↓

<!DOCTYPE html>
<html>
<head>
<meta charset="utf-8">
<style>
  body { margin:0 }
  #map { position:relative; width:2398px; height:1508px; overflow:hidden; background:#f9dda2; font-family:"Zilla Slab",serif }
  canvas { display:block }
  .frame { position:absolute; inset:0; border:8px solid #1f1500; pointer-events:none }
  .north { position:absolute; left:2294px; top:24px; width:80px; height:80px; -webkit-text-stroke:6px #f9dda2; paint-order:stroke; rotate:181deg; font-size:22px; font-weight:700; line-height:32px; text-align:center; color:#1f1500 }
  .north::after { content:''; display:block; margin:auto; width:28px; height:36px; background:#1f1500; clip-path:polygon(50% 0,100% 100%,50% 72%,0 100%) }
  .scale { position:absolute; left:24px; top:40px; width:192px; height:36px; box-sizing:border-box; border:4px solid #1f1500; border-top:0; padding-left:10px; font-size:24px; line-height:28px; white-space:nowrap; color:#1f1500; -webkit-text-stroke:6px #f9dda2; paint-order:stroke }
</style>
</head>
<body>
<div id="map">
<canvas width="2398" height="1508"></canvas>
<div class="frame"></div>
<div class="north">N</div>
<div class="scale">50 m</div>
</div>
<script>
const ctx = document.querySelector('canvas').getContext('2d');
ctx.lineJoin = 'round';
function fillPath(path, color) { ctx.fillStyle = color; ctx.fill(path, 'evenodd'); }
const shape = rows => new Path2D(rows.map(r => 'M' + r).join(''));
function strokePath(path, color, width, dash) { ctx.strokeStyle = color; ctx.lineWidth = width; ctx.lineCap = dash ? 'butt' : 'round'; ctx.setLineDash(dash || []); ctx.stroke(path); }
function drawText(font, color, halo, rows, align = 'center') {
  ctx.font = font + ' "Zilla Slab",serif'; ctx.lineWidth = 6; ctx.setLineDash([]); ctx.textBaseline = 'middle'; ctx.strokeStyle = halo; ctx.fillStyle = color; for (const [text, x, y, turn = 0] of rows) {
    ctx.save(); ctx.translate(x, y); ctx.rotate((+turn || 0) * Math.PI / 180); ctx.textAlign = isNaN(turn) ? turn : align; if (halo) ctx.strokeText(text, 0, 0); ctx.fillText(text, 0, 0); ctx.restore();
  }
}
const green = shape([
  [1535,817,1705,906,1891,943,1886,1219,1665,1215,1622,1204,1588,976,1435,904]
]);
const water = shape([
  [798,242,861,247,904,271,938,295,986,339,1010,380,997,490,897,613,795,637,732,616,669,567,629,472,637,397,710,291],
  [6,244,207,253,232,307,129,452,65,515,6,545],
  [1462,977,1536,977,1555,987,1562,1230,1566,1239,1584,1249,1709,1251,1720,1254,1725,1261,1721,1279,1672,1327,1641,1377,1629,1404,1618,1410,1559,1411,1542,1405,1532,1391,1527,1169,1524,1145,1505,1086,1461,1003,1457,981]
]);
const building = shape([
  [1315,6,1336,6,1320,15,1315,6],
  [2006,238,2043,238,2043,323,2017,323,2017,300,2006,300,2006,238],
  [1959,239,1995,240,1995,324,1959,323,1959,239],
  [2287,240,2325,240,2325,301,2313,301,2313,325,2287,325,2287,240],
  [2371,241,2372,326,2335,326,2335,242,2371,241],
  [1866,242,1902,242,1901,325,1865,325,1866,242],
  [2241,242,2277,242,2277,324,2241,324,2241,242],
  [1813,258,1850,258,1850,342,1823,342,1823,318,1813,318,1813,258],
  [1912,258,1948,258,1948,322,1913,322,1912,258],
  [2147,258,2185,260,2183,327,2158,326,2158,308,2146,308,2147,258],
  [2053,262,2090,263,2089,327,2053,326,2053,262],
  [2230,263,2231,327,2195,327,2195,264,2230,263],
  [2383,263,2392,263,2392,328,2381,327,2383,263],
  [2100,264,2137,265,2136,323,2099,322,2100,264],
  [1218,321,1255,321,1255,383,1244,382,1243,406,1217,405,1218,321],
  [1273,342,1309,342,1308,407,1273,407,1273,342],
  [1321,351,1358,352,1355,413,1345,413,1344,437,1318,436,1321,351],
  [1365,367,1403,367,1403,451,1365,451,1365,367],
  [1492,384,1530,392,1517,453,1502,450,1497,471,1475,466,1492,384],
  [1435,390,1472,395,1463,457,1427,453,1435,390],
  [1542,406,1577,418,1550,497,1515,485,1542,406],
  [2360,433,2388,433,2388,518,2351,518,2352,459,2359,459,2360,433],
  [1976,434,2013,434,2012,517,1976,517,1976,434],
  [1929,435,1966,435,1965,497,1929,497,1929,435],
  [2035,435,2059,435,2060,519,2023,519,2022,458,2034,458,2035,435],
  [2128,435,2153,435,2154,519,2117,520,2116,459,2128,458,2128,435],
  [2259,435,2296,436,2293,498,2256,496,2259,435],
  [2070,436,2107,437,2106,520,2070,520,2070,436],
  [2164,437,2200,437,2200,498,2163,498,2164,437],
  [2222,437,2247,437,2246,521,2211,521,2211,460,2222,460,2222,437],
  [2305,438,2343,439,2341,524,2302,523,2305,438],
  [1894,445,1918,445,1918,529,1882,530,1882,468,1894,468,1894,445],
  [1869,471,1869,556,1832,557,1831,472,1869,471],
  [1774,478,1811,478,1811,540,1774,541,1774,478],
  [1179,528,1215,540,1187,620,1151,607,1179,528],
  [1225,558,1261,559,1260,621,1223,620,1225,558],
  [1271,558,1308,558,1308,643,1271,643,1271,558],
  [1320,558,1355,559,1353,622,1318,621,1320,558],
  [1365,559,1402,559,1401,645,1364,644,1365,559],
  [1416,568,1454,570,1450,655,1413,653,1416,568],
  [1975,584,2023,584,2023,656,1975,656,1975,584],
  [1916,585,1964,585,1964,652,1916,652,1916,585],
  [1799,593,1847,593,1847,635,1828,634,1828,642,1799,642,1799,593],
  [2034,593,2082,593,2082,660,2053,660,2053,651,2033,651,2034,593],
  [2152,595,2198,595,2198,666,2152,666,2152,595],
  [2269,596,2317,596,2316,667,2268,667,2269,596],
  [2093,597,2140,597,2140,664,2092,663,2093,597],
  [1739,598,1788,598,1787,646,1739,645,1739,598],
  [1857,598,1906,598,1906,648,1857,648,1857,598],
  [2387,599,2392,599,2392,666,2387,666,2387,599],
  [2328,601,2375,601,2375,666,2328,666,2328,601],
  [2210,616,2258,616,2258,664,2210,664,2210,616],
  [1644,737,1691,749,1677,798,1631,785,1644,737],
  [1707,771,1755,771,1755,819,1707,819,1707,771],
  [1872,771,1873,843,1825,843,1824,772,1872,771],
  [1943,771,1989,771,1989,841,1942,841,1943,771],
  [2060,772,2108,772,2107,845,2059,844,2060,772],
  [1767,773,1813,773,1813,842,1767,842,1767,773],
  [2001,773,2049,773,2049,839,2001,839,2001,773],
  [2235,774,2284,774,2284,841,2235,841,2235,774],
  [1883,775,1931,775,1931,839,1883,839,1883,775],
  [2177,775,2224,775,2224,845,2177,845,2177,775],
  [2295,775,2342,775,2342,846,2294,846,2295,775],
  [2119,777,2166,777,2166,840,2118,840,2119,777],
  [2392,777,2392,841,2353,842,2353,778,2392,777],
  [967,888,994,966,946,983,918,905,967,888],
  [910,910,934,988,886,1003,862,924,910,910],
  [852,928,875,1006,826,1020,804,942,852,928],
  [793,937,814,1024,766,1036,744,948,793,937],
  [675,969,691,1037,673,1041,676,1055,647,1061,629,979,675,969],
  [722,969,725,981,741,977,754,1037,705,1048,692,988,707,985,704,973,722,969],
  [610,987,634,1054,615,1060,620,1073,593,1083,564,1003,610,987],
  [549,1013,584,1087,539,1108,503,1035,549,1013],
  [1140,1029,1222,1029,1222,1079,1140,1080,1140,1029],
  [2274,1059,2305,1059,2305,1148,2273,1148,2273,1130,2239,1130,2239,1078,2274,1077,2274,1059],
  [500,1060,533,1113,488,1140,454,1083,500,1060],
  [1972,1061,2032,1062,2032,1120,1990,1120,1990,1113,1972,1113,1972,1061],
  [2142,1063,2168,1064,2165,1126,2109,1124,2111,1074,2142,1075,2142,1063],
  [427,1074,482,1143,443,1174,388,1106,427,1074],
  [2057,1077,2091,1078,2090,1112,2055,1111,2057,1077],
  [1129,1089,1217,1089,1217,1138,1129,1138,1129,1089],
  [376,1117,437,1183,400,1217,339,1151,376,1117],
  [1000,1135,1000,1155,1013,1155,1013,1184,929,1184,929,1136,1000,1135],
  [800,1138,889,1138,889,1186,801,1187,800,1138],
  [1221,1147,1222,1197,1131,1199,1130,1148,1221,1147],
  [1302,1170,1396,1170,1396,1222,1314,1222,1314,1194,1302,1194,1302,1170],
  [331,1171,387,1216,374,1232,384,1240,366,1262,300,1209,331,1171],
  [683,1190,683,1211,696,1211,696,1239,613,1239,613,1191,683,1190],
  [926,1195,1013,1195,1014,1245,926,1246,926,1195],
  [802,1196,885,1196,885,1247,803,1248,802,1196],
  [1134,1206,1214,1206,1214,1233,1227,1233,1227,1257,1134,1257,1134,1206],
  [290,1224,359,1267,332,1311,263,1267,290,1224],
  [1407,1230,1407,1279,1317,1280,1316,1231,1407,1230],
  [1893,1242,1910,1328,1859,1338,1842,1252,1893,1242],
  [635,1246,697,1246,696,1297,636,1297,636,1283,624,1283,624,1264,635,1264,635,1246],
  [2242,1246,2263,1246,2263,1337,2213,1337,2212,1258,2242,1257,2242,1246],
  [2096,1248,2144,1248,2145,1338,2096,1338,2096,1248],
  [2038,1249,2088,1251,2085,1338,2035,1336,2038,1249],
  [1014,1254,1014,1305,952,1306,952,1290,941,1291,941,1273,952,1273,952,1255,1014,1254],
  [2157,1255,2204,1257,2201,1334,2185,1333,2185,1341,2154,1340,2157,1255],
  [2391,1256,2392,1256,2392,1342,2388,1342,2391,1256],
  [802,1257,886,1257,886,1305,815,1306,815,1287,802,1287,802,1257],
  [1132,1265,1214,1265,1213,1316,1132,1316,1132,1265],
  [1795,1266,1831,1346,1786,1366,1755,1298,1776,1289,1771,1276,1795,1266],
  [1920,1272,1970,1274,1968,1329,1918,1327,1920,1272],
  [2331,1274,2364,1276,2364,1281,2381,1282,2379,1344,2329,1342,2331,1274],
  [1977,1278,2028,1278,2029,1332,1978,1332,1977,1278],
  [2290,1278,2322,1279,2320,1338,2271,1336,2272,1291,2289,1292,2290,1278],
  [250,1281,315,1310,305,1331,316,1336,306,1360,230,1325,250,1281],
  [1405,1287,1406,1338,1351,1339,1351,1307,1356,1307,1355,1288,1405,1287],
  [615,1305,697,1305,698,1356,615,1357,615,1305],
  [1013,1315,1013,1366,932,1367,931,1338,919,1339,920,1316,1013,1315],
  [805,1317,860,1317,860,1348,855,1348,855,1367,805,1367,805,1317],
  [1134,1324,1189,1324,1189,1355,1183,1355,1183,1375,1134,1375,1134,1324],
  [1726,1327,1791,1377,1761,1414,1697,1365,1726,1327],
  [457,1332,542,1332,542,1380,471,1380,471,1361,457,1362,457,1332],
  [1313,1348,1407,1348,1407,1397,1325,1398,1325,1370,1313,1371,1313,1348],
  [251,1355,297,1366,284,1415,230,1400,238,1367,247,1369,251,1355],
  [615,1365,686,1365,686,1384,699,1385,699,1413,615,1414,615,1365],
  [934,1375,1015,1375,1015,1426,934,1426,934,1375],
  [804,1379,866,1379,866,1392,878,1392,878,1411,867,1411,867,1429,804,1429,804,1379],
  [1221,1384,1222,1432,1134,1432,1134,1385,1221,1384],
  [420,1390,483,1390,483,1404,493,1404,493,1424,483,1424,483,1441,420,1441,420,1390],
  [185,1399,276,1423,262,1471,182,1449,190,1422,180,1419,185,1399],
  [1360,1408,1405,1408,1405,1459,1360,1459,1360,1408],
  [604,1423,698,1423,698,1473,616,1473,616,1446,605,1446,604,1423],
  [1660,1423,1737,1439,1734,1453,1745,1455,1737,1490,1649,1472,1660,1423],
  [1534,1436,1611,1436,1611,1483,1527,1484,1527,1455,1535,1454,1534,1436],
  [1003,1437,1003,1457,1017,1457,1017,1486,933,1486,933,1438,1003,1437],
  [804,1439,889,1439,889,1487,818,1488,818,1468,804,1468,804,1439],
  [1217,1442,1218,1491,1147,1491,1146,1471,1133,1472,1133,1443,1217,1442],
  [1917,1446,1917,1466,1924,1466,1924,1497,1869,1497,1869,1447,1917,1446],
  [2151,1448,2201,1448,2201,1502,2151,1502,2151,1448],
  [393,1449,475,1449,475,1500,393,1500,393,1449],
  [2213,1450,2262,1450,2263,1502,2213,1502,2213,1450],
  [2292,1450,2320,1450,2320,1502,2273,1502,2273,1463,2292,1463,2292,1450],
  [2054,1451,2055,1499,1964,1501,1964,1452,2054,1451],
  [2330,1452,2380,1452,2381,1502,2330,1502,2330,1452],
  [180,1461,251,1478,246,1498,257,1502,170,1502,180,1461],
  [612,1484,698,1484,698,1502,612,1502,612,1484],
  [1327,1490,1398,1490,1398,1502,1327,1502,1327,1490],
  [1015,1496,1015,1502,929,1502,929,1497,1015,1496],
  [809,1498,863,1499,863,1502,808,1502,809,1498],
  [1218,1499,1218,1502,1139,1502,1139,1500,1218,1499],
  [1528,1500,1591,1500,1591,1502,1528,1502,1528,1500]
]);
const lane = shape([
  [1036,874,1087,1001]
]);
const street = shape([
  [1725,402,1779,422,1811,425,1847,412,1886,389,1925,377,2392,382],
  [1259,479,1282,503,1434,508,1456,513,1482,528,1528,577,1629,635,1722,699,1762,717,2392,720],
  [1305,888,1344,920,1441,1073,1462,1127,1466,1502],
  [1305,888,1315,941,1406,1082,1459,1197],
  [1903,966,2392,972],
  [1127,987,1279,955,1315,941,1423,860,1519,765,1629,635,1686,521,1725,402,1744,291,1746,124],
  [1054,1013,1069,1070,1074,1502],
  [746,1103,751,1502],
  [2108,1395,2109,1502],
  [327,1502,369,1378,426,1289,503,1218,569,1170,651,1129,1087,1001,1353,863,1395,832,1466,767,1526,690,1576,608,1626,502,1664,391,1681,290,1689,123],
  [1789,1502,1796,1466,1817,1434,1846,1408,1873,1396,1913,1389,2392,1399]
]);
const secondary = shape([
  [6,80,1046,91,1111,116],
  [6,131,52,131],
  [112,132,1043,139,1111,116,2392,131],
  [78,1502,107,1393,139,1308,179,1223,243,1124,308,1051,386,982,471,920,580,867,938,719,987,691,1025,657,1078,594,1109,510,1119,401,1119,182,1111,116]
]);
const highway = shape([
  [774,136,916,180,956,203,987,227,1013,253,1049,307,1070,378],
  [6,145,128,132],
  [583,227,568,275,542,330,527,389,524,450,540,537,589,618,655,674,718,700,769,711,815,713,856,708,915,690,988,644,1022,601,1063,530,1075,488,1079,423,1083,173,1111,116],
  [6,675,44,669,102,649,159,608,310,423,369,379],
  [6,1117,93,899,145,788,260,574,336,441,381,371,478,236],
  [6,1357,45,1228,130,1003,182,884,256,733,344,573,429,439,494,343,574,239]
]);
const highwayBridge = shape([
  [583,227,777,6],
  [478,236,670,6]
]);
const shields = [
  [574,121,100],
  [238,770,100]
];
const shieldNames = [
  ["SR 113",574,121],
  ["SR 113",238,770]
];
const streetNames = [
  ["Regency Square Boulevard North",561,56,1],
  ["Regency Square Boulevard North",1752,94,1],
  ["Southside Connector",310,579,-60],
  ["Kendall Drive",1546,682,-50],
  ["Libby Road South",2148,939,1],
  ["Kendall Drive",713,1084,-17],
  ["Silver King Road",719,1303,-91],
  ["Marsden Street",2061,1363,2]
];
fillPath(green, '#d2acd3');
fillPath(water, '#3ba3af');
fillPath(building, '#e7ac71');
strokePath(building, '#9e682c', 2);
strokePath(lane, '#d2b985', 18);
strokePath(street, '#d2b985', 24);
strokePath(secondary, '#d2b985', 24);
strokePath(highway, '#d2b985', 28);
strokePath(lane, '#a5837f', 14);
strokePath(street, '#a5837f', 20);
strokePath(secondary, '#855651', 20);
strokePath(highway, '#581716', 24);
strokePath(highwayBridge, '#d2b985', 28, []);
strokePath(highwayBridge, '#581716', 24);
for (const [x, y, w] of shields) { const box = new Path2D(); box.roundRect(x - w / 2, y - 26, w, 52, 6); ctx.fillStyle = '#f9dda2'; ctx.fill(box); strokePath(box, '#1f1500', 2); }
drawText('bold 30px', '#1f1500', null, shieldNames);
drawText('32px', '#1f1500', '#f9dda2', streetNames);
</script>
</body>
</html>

↑

Problem requirements: Go back to the listing above. Copy word for word the lines from the one with "function fillPath(path, color)" through the one with "function drawText(font, color, halo, rows, align", and nothing more.

The answer:
function fillPath(path, color) { ctx.fillStyle = color; ctx.fill(path, 'evenodd'); }
const shape = rows => new Path2D(rows.map(r => 'M' + r).join(''));
function strokePath(path, color, width, dash) { ctx.strokeStyle = color; ctx.lineWidth = width; ctx.lineCap = dash ? 'butt' : 'round'; ctx.setLineDash(dash || []); ctx.stroke(path); }
function drawText(font, color, halo, rows, align = 'center') {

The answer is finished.